Look through the data below. Pick out the lines holding the string "nowrap".

+++ TASK INPUTS +++

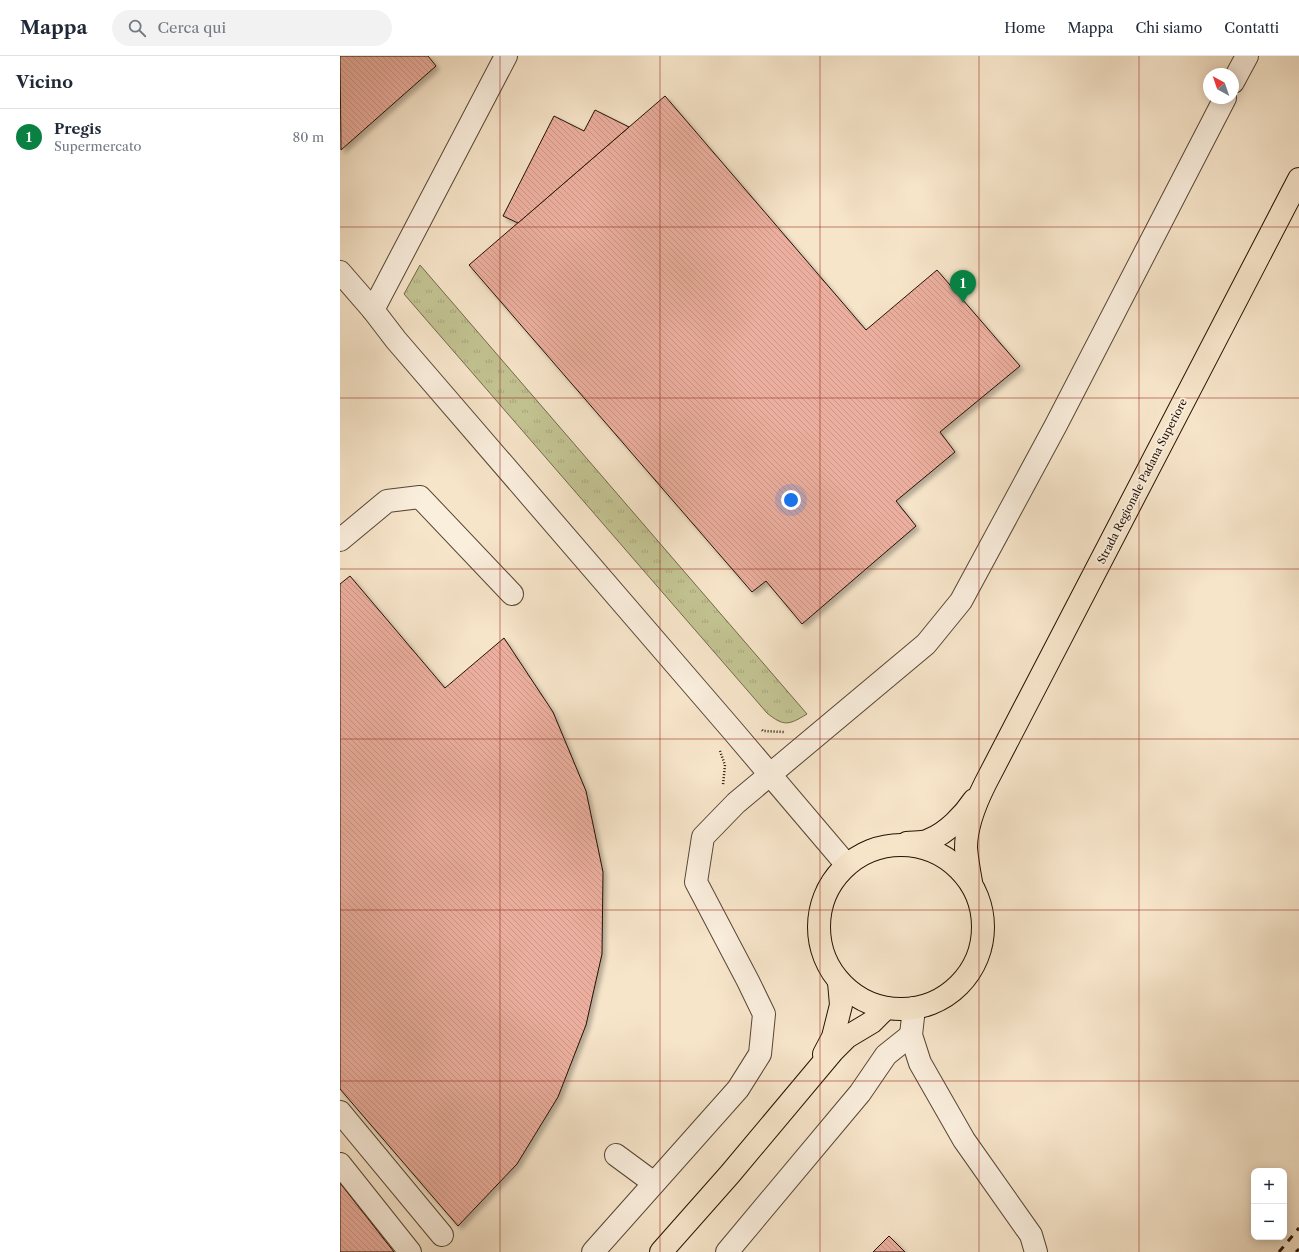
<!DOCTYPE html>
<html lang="it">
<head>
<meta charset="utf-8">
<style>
  body { margin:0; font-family:"Libre Caslon Text",serif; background:#f2f2f3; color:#1f2937 }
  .controls { position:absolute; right:12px; bottom:12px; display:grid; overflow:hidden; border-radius:8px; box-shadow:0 2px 10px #0003 }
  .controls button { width:36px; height:36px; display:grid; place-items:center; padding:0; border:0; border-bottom:1px solid #e0e1e3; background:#fff; color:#1f2937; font:20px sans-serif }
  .compass { position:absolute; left:863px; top:12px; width:36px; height:36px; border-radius:50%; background:#fff; box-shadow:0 2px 10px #0003; rotate:320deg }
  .you { position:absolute; left:451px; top:444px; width:14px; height:14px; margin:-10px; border:3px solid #fff; border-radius:50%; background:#1a73e8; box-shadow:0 0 0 6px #1a73e833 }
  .badge { display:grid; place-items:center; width:26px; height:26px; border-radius:50%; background:#0b8043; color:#fff; font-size:13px; font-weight:700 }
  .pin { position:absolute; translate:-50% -33px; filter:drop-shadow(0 1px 2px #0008) }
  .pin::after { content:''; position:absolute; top:21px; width:14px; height:12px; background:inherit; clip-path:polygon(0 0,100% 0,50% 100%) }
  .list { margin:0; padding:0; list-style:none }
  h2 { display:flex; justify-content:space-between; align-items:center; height:52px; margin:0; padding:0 16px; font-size:17px }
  h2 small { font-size:13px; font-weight:400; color:#747a83 }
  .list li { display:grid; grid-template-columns:26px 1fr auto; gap:12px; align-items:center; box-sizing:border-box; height:56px; padding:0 16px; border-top:1px solid #e0e1e3 }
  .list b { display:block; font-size:15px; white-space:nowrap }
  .list p { margin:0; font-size:13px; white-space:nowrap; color:#747a83 }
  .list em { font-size:13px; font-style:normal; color:#747a83 }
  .icon { flex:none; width:22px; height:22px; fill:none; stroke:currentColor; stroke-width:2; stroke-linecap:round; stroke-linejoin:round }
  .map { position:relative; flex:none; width:959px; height:1196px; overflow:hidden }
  header { display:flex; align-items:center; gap:24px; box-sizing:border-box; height:56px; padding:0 20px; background:#fff; border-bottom:1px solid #e0e1e3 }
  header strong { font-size:19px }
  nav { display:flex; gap:22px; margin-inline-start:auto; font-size:14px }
  .search { width:280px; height:36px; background:#f2f2f3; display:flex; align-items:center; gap:10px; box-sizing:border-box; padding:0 14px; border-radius:22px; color:#747a83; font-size:15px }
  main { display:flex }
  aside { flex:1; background:#fff }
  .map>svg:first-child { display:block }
</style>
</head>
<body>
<header>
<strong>Mappa</strong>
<div class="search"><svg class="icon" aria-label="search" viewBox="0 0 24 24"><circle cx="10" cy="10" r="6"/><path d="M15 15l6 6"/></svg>Cerca qui</div>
<nav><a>Home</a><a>Mappa</a><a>Chi siamo</a><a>Contatti</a></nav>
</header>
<main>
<aside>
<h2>Vicino<small></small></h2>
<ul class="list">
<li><span class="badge">1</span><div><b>Pregis</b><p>Supermercato</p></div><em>80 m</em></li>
</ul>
</aside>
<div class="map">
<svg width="959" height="1196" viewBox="0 0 959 1196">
  <defs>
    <pattern id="grass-tufts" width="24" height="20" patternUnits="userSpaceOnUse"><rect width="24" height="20" fill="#c3c392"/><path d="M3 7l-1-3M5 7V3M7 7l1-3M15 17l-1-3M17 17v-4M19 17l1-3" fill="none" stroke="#a7a67c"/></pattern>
    <pattern id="building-back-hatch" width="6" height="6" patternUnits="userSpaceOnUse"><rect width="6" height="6" fill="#ecaf9f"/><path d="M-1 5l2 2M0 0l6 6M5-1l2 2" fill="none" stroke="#ca9687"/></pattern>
    <filter id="shadow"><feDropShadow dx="3.5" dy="3.5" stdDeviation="2" flood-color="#0004"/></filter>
  </defs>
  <rect width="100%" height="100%" fill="#f7e5ca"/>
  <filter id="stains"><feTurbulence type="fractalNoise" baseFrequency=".005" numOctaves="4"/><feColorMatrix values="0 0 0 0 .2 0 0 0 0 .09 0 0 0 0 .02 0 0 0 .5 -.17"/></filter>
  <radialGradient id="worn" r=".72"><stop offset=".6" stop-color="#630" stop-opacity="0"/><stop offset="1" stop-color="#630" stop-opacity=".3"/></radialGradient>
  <path fill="url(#grass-tufts)" stroke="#736a4a" d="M 80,209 L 467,658 C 449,669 444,671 427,657 L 64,238 Z"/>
  <g fill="url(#building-back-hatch)" stroke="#231103" filter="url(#shadow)">
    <path d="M 0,0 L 88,0 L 96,10 L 1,94 Z"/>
    <path d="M 325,40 L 526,274 L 597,214 L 680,310 L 600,376 L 615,396 L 556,445 L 576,470 L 462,568 L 426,525 L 412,536 L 129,209 Z"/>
    <path d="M 255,54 L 289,71 L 178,167 L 163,160 L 214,60 L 244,75 Z"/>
    <path d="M 10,520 L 105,632 L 164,582 L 213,656 L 246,735 L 263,816 L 262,898 L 246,969 L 218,1041 L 177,1108 L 118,1170 L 0,1033 L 0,528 Z"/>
    <path d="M 0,1127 L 54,1196 L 0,1196 Z"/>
    <path d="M 549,1180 L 565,1196 L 533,1196 Z"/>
  </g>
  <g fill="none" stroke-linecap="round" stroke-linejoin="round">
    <defs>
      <g id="minor">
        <path d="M 893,26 L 907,0"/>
        <path d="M 0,216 L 33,254 L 56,284 L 393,675 L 506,808"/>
        <path d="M 33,254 L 166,0"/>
        <path d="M 0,484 L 47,445 L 80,441 L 172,538"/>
        <path d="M 574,952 L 571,979 L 580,1007 L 624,1084 L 691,1179 L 696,1196"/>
        <path d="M 0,1056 L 102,1179"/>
        <path d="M 276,1099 L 314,1127"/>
        <path d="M 0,1108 L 70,1196"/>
        <path d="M 253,1196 L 398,1033 L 420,998 L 424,958 L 408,925 L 356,826 L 363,781 L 396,747 L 586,588 L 621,545 L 716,369 L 885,42"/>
        <path d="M 387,1196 L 520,1037 L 546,999 L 571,979"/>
      </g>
      <g id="major">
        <path d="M 567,787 C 574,786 583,787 589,784 C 607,777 624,759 634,744"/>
        <circle cx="561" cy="871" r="82"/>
        <path d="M 631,826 C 629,815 627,803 626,792 C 626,771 636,746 645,728 L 959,123"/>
        <path d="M 484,998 L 493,981 L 501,949 L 499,926"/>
        <path d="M 321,1196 L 390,1118 L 493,995 L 507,981 L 532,966 L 546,952"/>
      </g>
    </defs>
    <use href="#minor" stroke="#584635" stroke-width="24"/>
    <use href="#major" stroke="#231103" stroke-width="24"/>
    <g stroke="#231103" stroke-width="2.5" stroke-dasharray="1 2" stroke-linecap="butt">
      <path d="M 422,674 L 423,675 L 444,676"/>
      <path d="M 380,695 L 385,709 L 383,729"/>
    </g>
    <use href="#minor" stroke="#faeedd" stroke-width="22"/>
    <use href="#major" stroke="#f7e5ca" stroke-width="22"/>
    <g stroke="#231103" stroke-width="3" stroke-dasharray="7 7" stroke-linecap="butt">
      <path d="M 939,1196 L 959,1172"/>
      <path d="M 956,1196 L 959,1193"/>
    </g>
  </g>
  <path fill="none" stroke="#8f2418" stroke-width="1" stroke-opacity="0.55" d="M 160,0 L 160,1196M 320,0 L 320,1196M 480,0 L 480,1196M 639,0 L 639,1196M 799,0 L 799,1196M 0,171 L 959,171M 0,342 L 959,342M 0,513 L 959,513M 0,683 L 959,683M 0,854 L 959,854M 0,1025 L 959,1025"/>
  <g text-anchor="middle" stroke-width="4" stroke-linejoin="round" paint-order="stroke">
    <g font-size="11" fill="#231103" stroke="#faeedd">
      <text transform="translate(802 425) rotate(-63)" y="4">Strada Regionale Padana Superiore</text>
    </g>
  </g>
  <rect width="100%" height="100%" filter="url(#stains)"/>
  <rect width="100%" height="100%" fill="url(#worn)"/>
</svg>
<div class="controls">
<button>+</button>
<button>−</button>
</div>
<svg class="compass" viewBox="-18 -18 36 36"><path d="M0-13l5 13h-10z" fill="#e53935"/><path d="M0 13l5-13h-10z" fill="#747a83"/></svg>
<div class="you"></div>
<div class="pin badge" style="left:623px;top:247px">1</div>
</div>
</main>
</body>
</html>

+++

# EXPECTED OUTPUT
  .list b { display:block; font-size:15px; white-space:nowrap }
  .list p { margin:0; font-size:13px; white-space:nowrap; color:#747a83 }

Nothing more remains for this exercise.